See #425 for some more thoughts on the expression language itself, but in short: yes I think the idea would be that this expression language (i.e. "Pate" expressions) serves as an intermediary for all three purposes: sending the list of "interesting" values to the front end as candidates for constraints, taking the list of provided constraints from the front end and turning them back into formal predicates over the symbolic state, and presenting equivalence conditions/assertions/assumptions to the user.

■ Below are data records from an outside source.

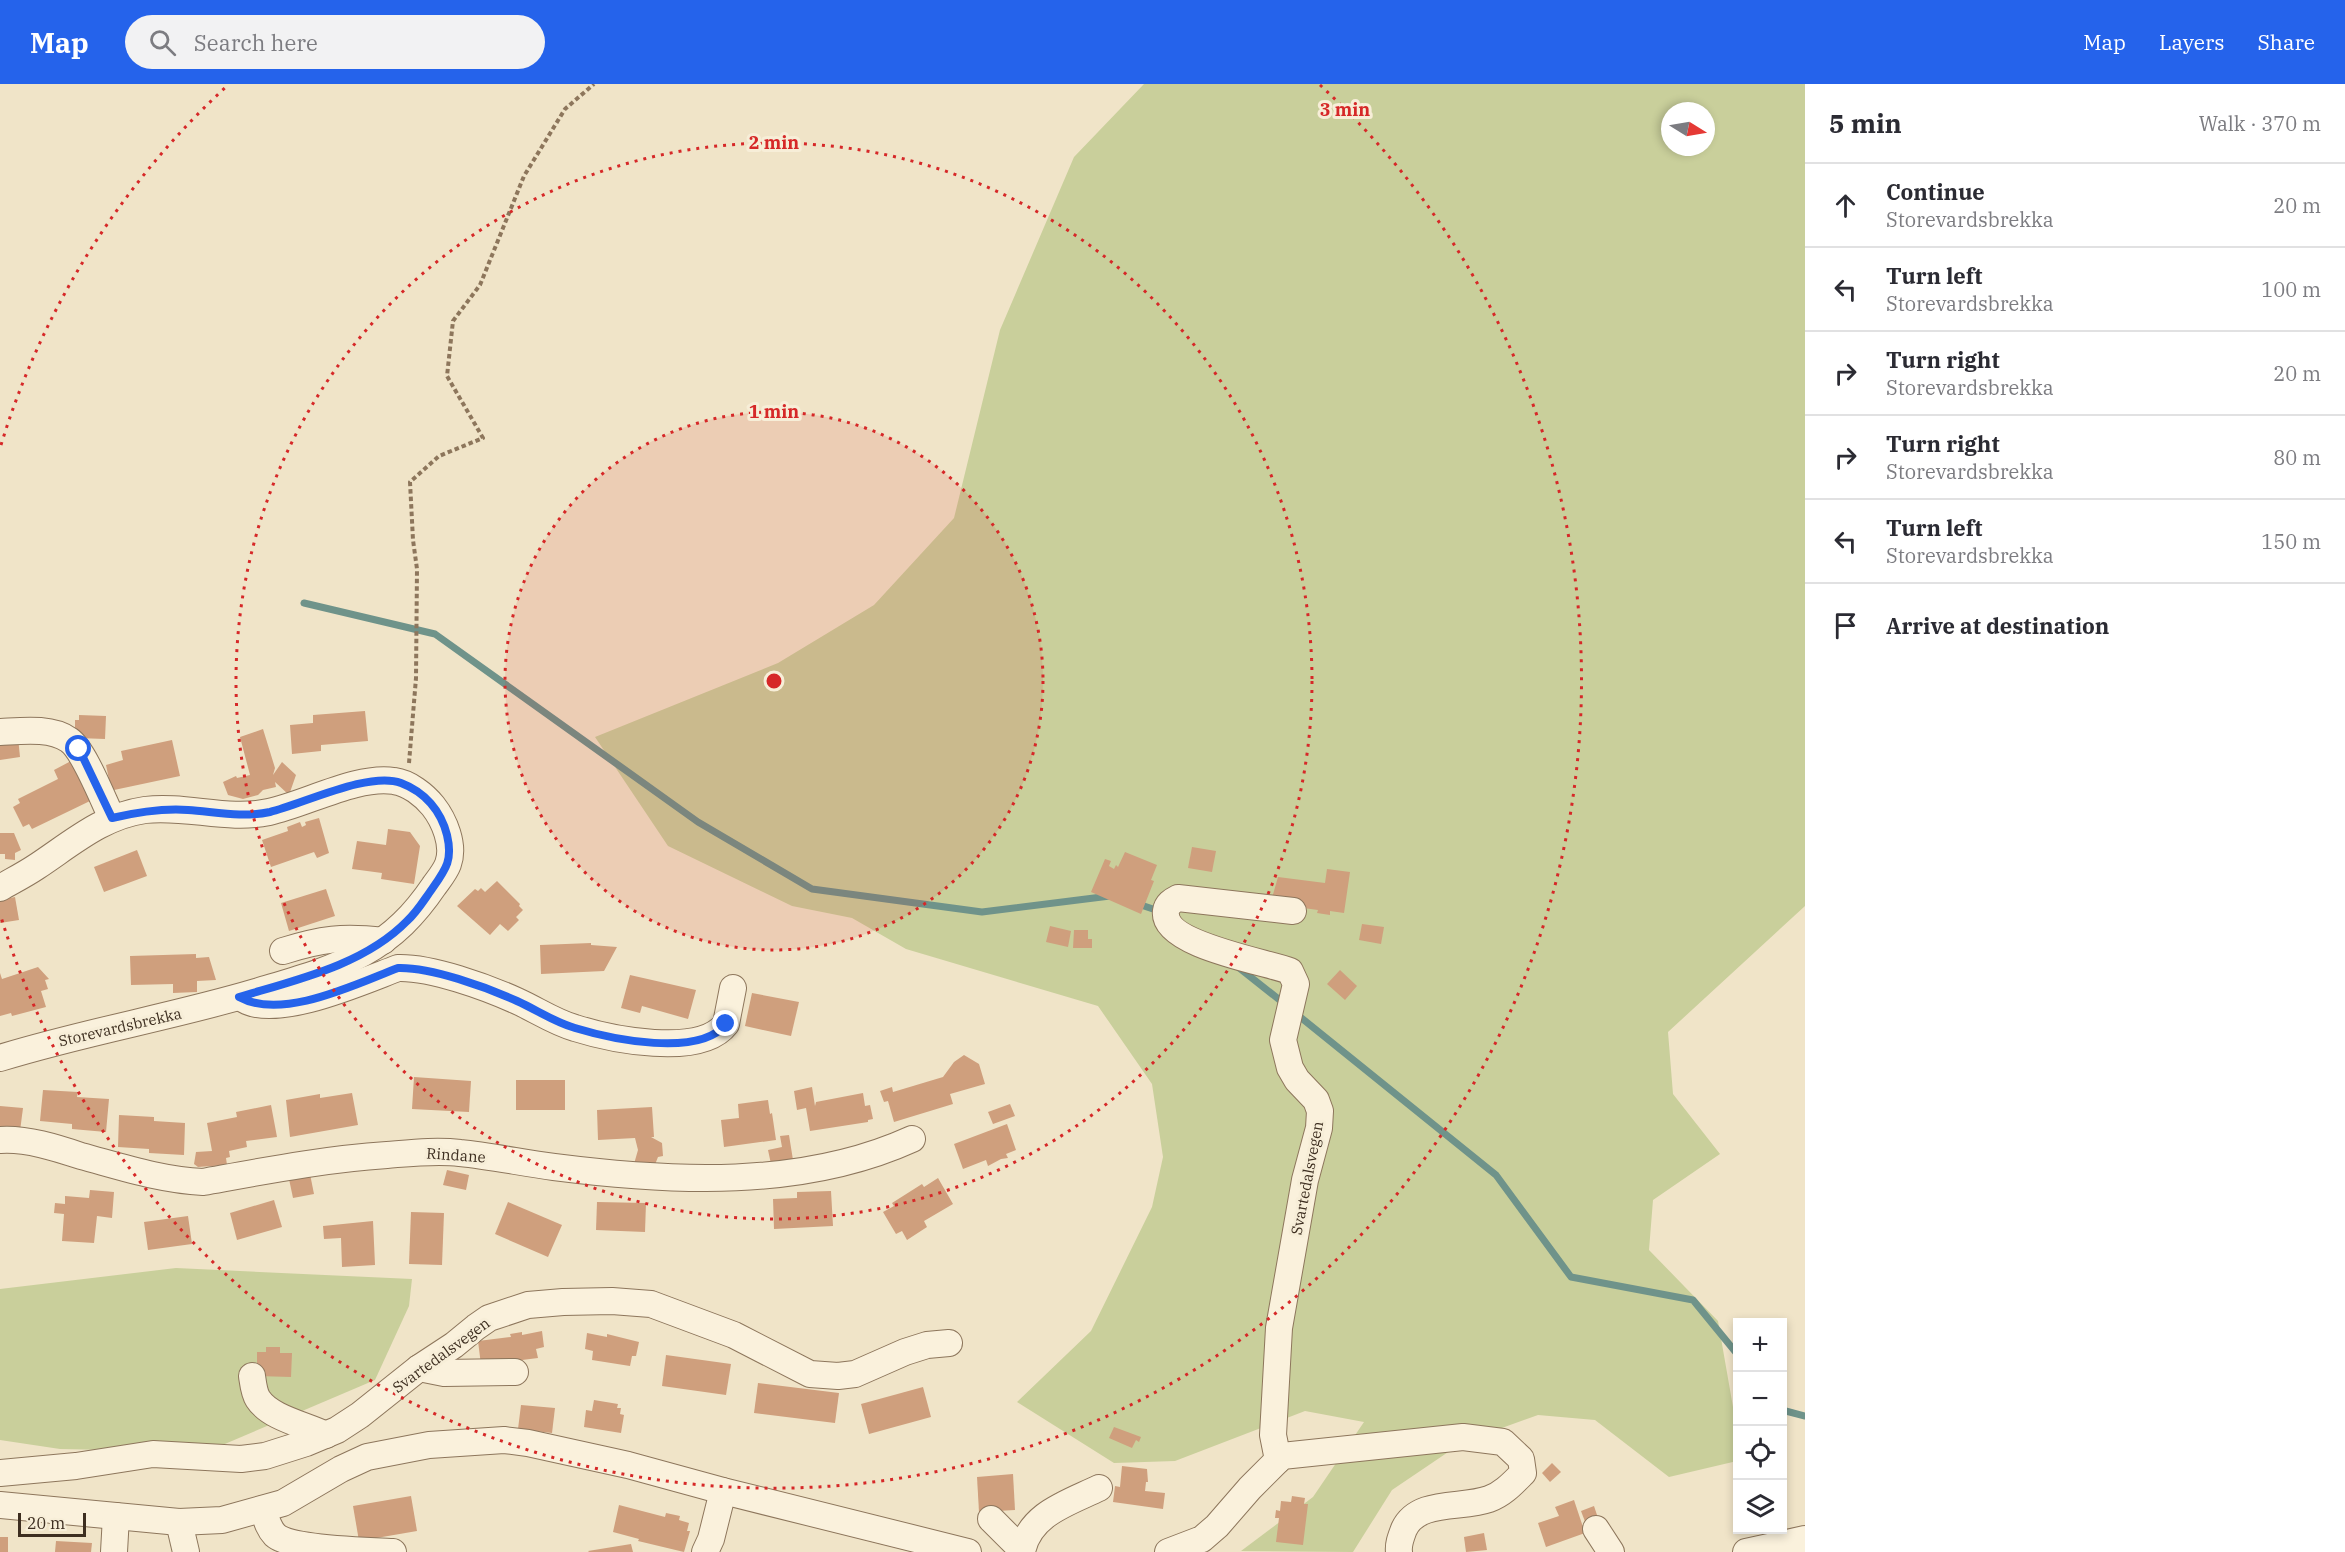 <!DOCTYPE html>
<meta charset="utf-8">
<style>
:root{--surface:#fff;--page:#f2f2f3;--text:#2b2b33;--muted:#7c7c81;--line:#e1e1e2;--accent:#2563eb}
body{margin:0;font-family:"IBM Plex Serif",serif;background:var(--page);color:var(--text)}
.controls{position:absolute;right:18px;bottom:18px;display:grid;overflow:hidden;border-radius:0px;box-shadow:0 3px 9px #0003}
.controls button{width:54px;height:54px;display:grid;place-items:center;padding:0;border:0;border-bottom:2px solid var(--line);background:var(--surface);color:var(--text);font:30px sans-serif}
.compass{position:absolute;left:1661px;top:18px;width:54px;height:54px;border-radius:50%;background:var(--surface);box-shadow:0 3px 9px #0003;rotate:101deg}
.scale{position:absolute;left:18px;bottom:15px;width:68px;box-sizing:border-box;padding-left:6px;border:3px solid #3d2e20;border-top:0;font-size:16px;line-height:21px;white-space:nowrap;color:#3d2e20;-webkit-text-stroke:4px #f7eed8;paint-order:stroke}
.stop{position:absolute;width:18px;height:18px;margin:-14px;border:4px solid #2563eb;border-radius:50%;background:#fff}
.stop.end{background:#2563eb;border-color:#fff;box-shadow:0 2px 6px #0008}
.list{margin:0;padding:0;list-style:none}
h2{display:flex;justify-content:space-between;align-items:center;height:78px;margin:0;padding:0 24px;font-size:26px}
h2 small{font-size:20px;font-weight:400;color:var(--muted)}
.list li{display:grid;grid-template-columns:39px 1fr auto;gap:18px;align-items:center;box-sizing:border-box;height:84px;padding:0 24px;border-top:2px solid var(--line)}
.list b{display:block;font-size:22px;white-space:nowrap}
.list p{margin:0;font-size:20px;white-space:nowrap;color:var(--muted)}
.list em{font-size:20px;font-style:normal;color:var(--muted)}
.icon{flex:none;width:33px;height:33px;fill:none;stroke:currentColor;stroke-width:2;stroke-linecap:round;stroke-linejoin:round}
.map{position:relative;flex:none;width:1805px;height:1468px;overflow:hidden}
header{display:flex;align-items:center;gap:36px;box-sizing:border-box;height:84px;padding:0 30px;background:var(--accent);color:#fff}
header strong{font-size:28px}
nav{display:flex;gap:33px;margin-inline-start:auto;font-size:21px}
.search{width:420px;height:54px;background:var(--page);display:flex;align-items:center;gap:15px;box-sizing:border-box;padding:0 21px;border-radius:33px;color:var(--muted);font-size:22px}
main{display:flex}
aside{flex:1;background:var(--surface)}
.map>svg:first-child{display:block}
.green{fill:#c9cf9b;fill-rule:evenodd}
.lines{fill:none;stroke-linecap:round;stroke-linejoin:round}
.stream{stroke:#6f938a;stroke-width:7}
.building{fill:#cf9f7d}
.minor-casing{stroke:#8d765c;stroke-width:28}
.path{stroke:#8d765c;stroke-width:4;stroke-dasharray:4.5 3;stroke-linecap:butt}
.minor{stroke:#faf1dc;stroke-width:26}
.route{stroke:#2563eb;stroke-width:8}
.ring{fill:none;stroke:#d62828;stroke-width:3;stroke-dasharray:3 6}
.labels{text-anchor:middle;dominant-baseline:central;stroke-width:6;stroke-linejoin:round;paint-order:stroke}
.street-label{font-size:15px;fill:#3d2e20;stroke:#f7eed8}
.centre{fill:#d62828;stroke:#f7eed8;stroke-width:3}
.ring-label{font-size:18px;text-anchor:middle;font-weight:bold;fill:#d62828;stroke:#f7eed8;stroke-width:6;stroke-linejoin:round;paint-order:stroke}
</style>
<header>
<strong>Map</strong>
<div class="search"><svg class="icon" aria-label="search" viewBox="0 0 24 24"><circle cx="10" cy="10" r="6"/><path d="M15 15l6 6"/></svg>Search here</div>
<nav><a>Map</a><a>Layers</a><a>Share</a></nav>
</header>
<main>
<div class="map">
<svg width="1805" height="1468" viewBox="0 0 1805 1468">
<rect width="100%" height="100%" fill="#f0e4c8"/>
<g class="green">
<path d="M1144 0H1805V822L1668 948 1673 1010 1720 1070 1653 1116 1649 1166 1718 1237 1737 1346V1377L1669 1393 1595 1336 1538 1331 1463 1358 1392 1406 1353 1468 1241 1467 1313 1413 1364 1338 1305 1327 1175 1377 1114 1379 1017 1318 1091 1247 1152 1123 1163 1073 1152 1000 1098 922 906 865 852 834 792 822 668 762 595 653 778 579 874 521 954 434 1000 246 1074 73ZM1670 27H1706V63H1670Z"/>
<polygon points="176,1184 412,1195 409,1222 375,1296 206,1368 60,1365 0,1356 0,1205"/>
</g>
<g class="lines">
<g class="stream">
<polyline points="304,519 435,550 698,738 812,805 982,828 1110,812"/>
<polyline points="1135,819 1162,828"/>
<polyline points="1238,883 1286,921"/>
<polyline points="1294,928 1496,1091 1571,1193 1693,1216 1738,1271"/>
<polyline points="1782,1326 1805,1332"/>
</g>
</g>
<g class="building">
<polygon points="365,627 368,657 321,661 321,667 292,670 290,641 313,639 313,631"/>
<polygon points="79,631 106,632 105,655 78,654 75,649 75,636 79,636"/>
<polygon points="263,645 275,684 273,691 282,678 296,691 289,711 275,698 276,703 263,706 258,711 243,715 228,711 223,698 236,692 237,694 250,691 240,653"/>
<polygon points="18,653 20,673 0,676 0,655"/>
<polygon points="172,656 180,692 114,706 111,705 106,681 123,676 121,667"/>
<polygon points="71,677 90,717 32,745 29,740 23,743 13,723 20,719 18,715 58,695 54,686"/>
<polygon points="319,734 329,769 317,774 314,768 271,783 262,756 288,747 287,743 300,738 302,743 306,741 305,738"/>
<polygon points="388,745 410,748 420,762 414,800 381,795 382,789 352,785 357,757 386,761"/>
<polygon points="0,749 14,749 21,766 15,769 15,776 5,775 5,770 0,770"/>
<polygon points="1192,763 1216,767 1212,788 1188,784"/>
<polygon points="137,766 147,792 104,808 94,783"/>
<polygon points="1125,768 1157,781 1151,796 1154,797 1141,830 1091,808 1105,775 1111,777 1109,782 1114,785 1116,781 1118,783"/>
<polygon points="1327,785 1350,788 1344,829 1330,827 1330,831 1317,829 1318,826 1274,820 1272,814 1278,793 1325,799"/>
<polygon points="497,797 520,820 519,822 523,826 516,833 519,836 508,847 500,840 490,851 457,822 475,805 478,807 481,804 485,808"/>
<polygon points="326,805 335,832 289,847 281,819"/>
<polygon points="15,813 19,836 0,839 0,816"/>
<polygon points="1362,840 1384,843 1381,860 1359,856"/>
<polygon points="1050,842 1071,847 1068,863 1046,858"/>
<polygon points="1074,846 1088,846 1088,855 1092,855 1092,864 1073,864"/>
<polygon points="591,859 591,861 617,863 604,887 541,890 540,861"/>
<polygon points="196,870 196,874 209,873 216,896 197,897 197,908 173,909 173,900 131,901 130,872"/>
<polygon points="38,883 49,895 45,896 48,905 41,907 46,923 12,932 11,929 0,932 0,889 2,895"/>
<polygon points="1340,886 1357,902 1345,916 1327,900"/>
<polygon points="630,891 696,906 688,935 642,922 640,929 621,924"/>
<polygon points="752,909 799,918 791,952 745,942"/>
<polygon points="964,971 979,980 985,1000 950,1010 953,1020 894,1038 888,1017 884,1018 880,1007 892,1003 893,1008 943,993 954,978"/>
<polygon points="414,993 471,997 469,1028 412,1025"/>
<rect x="516" y="996" width="49" height="30"/>
<polygon points="812,1003 815,1022 816,1018 863,1009 865,1022 870,1021 873,1035 868,1036 868,1038 810,1047 806,1024 797,1026 794,1007"/>
<polygon points="43,1006 78,1008 77,1013 109,1015 106,1048 72,1045 72,1040 40,1037"/>
<polygon points="352,1009 358,1041 290,1053 286,1016 320,1010 320,1014"/>
<polygon points="768,1016 770,1030 772,1029 776,1056 724,1063 721,1036 739,1034 738,1020"/>
<polygon points="1010,1020 1015,1032 993,1040 988,1028"/>
<polygon points="271,1021 277,1053 246,1057 247,1063 229,1067 230,1073 226,1074 227,1081 198,1083 194,1080 196,1068 212,1067 207,1039 237,1033 236,1028"/>
<polygon points="0,1022 23,1024 20,1047 0,1045"/>
<polygon points="652,1023 654,1053 651,1053 662,1059 663,1072 658,1073 654,1083 634,1080 638,1066 635,1054 598,1056 597,1026"/>
<polygon points="119,1031 154,1033 154,1037 185,1039 184,1071 149,1069 149,1065 118,1063"/>
<polygon points="1007,1040 1016,1066 1006,1070 1008,1074 1001,1075 988,1082 986,1076 963,1085 954,1060"/>
<polygon points="789,1051 793,1076 771,1080 768,1066 782,1063 780,1052"/>
<polygon points="447,1086 469,1091 466,1106 443,1101"/>
<polygon points="310,1090 314,1110 293,1114 289,1095"/>
<polygon points="938,1094 953,1120 924,1137 927,1143 907,1156 902,1147 896,1150 883,1128 894,1122 892,1119 922,1100 924,1103"/>
<polygon points="90,1106 114,1108 112,1134 97,1132 94,1159 62,1157 64,1130 54,1129 55,1119 65,1120 65,1112 89,1114"/>
<polygon points="831,1107 833,1142 774,1145 773,1115 797,1114 797,1108"/>
<polygon points="274,1116 282,1143 237,1156 230,1129"/>
<polygon points="508,1118 562,1141 548,1173 495,1150"/>
<polygon points="597,1118 646,1119 645,1148 596,1146"/>
<polygon points="411,1128 444,1129 442,1181 409,1180"/>
<polygon points="188,1132 192,1160 148,1166 144,1138"/>
<polygon points="373,1137 375,1181 342,1183 341,1154 324,1155 323,1142"/>
<polygon points="542,1247 544,1263 536,1265 538,1274 481,1281 478,1257 511,1253 510,1250 522,1248 522,1251"/>
<polygon points="587,1249 607,1253 607,1250 639,1258 636,1272 632,1272 630,1282 592,1276 593,1267 585,1265"/>
<polygon points="266,1263 280,1263 280,1269 292,1269 291,1293 257,1292 257,1268 266,1268"/>
<polygon points="666,1271 731,1280 726,1311 662,1302"/>
<polygon points="758,1299 839,1309 835,1339 754,1329"/>
<polygon points="923,1303 931,1333 869,1350 861,1320"/>
<polygon points="594,1316 618,1320 617,1324 621,1324 620,1330 624,1331 621,1349 584,1343 586,1326 592,1327"/>
<polygon points="521,1321 555,1324 552,1349 518,1345"/>
<polygon points="1114,1343 1141,1353 1139,1358 1136,1356 1132,1364 1109,1354"/>
<polygon points="1552,1379 1561,1388 1550,1398 1542,1389"/>
<polygon points="1122,1382 1147,1385 1148,1398 1146,1398 1145,1407 1165,1409 1163,1425 1113,1418 1115,1402 1120,1403"/>
<polygon points="1013,1390 1015,1426 979,1428 977,1393"/>
<polygon points="411,1412 417,1447 359,1457 353,1422"/>
<polygon points="1292,1412 1305,1414 1304,1420 1308,1420 1303,1461 1276,1458 1279,1434 1275,1434 1276,1426 1280,1427 1281,1417 1291,1418"/>
<polygon points="1574,1416 1585,1449 1546,1463 1538,1439 1559,1432 1555,1423"/>
<polygon points="619,1421 665,1433 666,1429 680,1432 679,1436 689,1439 687,1447 690,1447 684,1468 638,1457 639,1455 613,1448"/>
<polygon points="1594,1422 1601,1443 1589,1448 1581,1427"/>
<polygon points="1484,1449 1487,1466 1466,1468 1464,1453"/>
<rect x="0" y="1453" width="8" height="15"/>
<polygon points="56,1457 92,1459 91,1468 55,1468"/>
<polygon points="631,1460 633,1468 589,1468 588,1467"/>
</g>
<g class="lines">
<defs>
<g id="minor">
<path d="M0 648C21 647 51 643 69 656 84 666 103 716 112 734"/>
<path d="M0 804C12 797 24 791 36 783 71 760 102 732 145 726 186 721 228 737 269 728 306 720 358 691 394 697 409 699 424 711 433 722 444 736 455 761 448 780 445 788 439 795 434 802 415 830 394 852 363 869 330 887 292 897 256 908 172 933 84 948 0 974"/>
<path d="M283 867C321 855 343 852 383 857"/>
<path d="M245 916C278 935 363 897 398 884 431 883 486 903 517 917 537 926 554 938 575 944 610 955 700 974 726 940L733 904"/>
<path d="M0 1056C26 1054 57 1064 81 1072 122 1083 161 1096 203 1098 264 1087 325 1075 387 1071 411 1069 436 1066 460 1069 491 1072 523 1079 554 1083 672 1098 802 1105 912 1055"/>
<polyline points="419,1284 444,1289 515,1288"/>
<path d="M252 1292C253 1299 254 1309 258 1315 270 1334 306 1341 326 1351"/>
<path d="M1278 1376 1273 1351 1279 1244 1305 1096 1319 1044 1320 1027 1316 1016 1297 996 1290 984 1283 956 1296 900 1290 887C1267 878 1161 861 1166 827 1167 820 1172 817 1178 814L1293 827"/>
<polyline points="0,1389 76,1382 153,1370 241,1375 265,1372 306,1359 337,1346 360,1331 419,1284 454,1261 476,1243 489,1234 528,1221 563,1218 612,1217 651,1220 734,1251 810,1290 838,1292 855,1290 905,1268 927,1261 949,1259"/>
<polyline points="0,1421 179,1438 222,1436 283,1419 341,1385 367,1373 429,1361 504,1356 528,1359 628,1381 723,1407 968,1468"/>
<path d="M263 1425C266 1434 268 1444 275 1451 290 1465 370 1467 393 1468"/>
<polyline points="991,1435 1022,1466"/>
<polyline points="179,1438 186,1468"/>
<polyline points="1596,1445 1611,1468"/>
<polyline points="114,1468 116,1432"/>
<polyline points="705,1468 711,1455 723,1407"/>
<path d="M1022 1468C1029 1430 1068 1419 1099 1404"/>
<path d="M1168 1468 1202 1455 1217 1442 1250 1404 1282 1372 1463 1353 1503 1358 1521 1375 1523 1389C1513 1399 1503 1410 1489 1415 1462 1425 1418 1415 1404 1445 1401 1453 1398 1460 1399 1468"/>
<polyline points="1746,1468 1805,1455"/>
</g>
</defs>
<use href="#minor" class="minor-casing"/>
<polyline class="path" points="409,679 416,594 417,485 413,456 410,398 439,372 483,354 447,292 453,237 480,201 524,92 565,25 594,0"/>
<use href="#minor" class="minor"/>
</g>
<g class="lines">
<path class="route" d="M79 665 112 734C138 728 162 724 188 726 216 728 242 734 270 728 303 720 369 687 401 699 425 708 441 727 447 751 453 776 446 785 432 805 424 816 417 828 407 837 364 881 296 896 239 913 282 937 356 900 398 884 431 883 486 903 517 917 537 926 554 938 575 944 611 955 699 974 726 940"/>
</g>
<circle cx="774" cy="597" r="269" fill="#d62828" fill-opacity=".12"/>
<g class="ring">
<circle cx="774" cy="597" r="269"/>
<circle cx="774" cy="597" r="538"/>
<path d="M1 361A808 808 0 0 1 228 1M1320 1A808 808 0 1 1 1 833"/>
</g>
<g class="labels">
<g class="street-label">
<text transform="translate(120 943) rotate(-13)">Storevardsbrekka</text>
<text transform="translate(456 1071) rotate(4)">Rindane</text>
<text transform="translate(1307 1094) rotate(-79)">Svartedalsvegen</text>
<text transform="translate(441 1271) rotate(-36)">Svartedalsvegen</text>
</g>
</g>
<circle cx="774" cy="597" r="9" class="centre"/>
<g class="ring-label">
<text x="1345" y="32">3 min</text>
<text x="774" y="65">2 min</text>
<text x="774" y="334">1 min</text>
</g>
</svg>
<div class="controls">
<button>+</button>
<button>−</button>
<button><svg class="icon" aria-label="locate" viewBox="0 0 24 24"><circle cx="12" cy="12" r="6"/><path d="M12 2v4M12 18v4M2 12h4M18 12h4"/></svg></button>
<button><svg class="icon" aria-label="layers" viewBox="0 0 24 24"><path d="M12 4l9 5-9 5-9-5zM3 14l9 5 9-5"/></svg></button>
</div>
<svg class="compass" viewBox="-18 -18 36 36"><path d="M0-13l5 13h-10z" fill="#e53935"/><path d="M0 13l5-13h-10z" fill="#7c7c81"/></svg>
<div class="scale">20 m</div>
<div class="stop" style="left:79px;top:665px"></div>
<div class="stop end" style="left:726px;top:940px"></div>
</div>
<aside>
<h2>5 min<small>Walk · 370 m</small></h2>
<ul class="list">
<li><svg class="icon" aria-label="ahead" viewBox="0 0 24 24"><path d="M12 20V5M6 11l6-6 6 6"/></svg><div><b>Continue</b><p>Storevardsbrekka</p></div><em>20 m</em></li>
<li><svg class="icon" aria-label="left" viewBox="0 0 24 24"><path d="M17 20v-9H6M10 6l-5 5 5 5"/></svg><div><b>Turn left</b><p>Storevardsbrekka</p></div><em>100 m</em></li>
<li><svg class="icon" aria-label="right" viewBox="0 0 24 24"><path d="M7 20v-9h11M14 6l5 5-5 5"/></svg><div><b>Turn right</b><p>Storevardsbrekka</p></div><em>20 m</em></li>
<li><svg class="icon" aria-label="right" viewBox="0 0 24 24"><path d="M7 20v-9h11M14 6l5 5-5 5"/></svg><div><b>Turn right</b><p>Storevardsbrekka</p></div><em>80 m</em></li>
<li><svg class="icon" aria-label="left" viewBox="0 0 24 24"><path d="M17 20v-9H6M10 6l-5 5 5 5"/></svg><div><b>Turn left</b><p>Storevardsbrekka</p></div><em>150 m</em></li>
<li><svg class="icon" aria-label="arrive" viewBox="0 0 24 24"><path d="M6 21V4h12l-3 4 3 4H6"/></svg><div><b>Arrive at destination</b></div></li>
</ul>
</aside>
</main>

My thinking is that the "pretty" simplification steps that we're doing on what4 expressions are exactly the transformation steps that we want to do to instead convert a what4 expression into a Pate expression (i.e. wrapping raw array accesses in a "read" function). This would then serve as a common layer to push some of the post-processing simplification steps that the GUI is doing down into the verifier.

danmatichuk commented 3 months ago

See #426 for a simplified approach that avoids the full generality of defining an intermediate expression language.

jim-carciofini commented 3 months ago

Given the short time, it would be best if you can minimize changes to any of JSON sent to the front end. Adding structure should be fine. But other changes take time we don't have to resolve.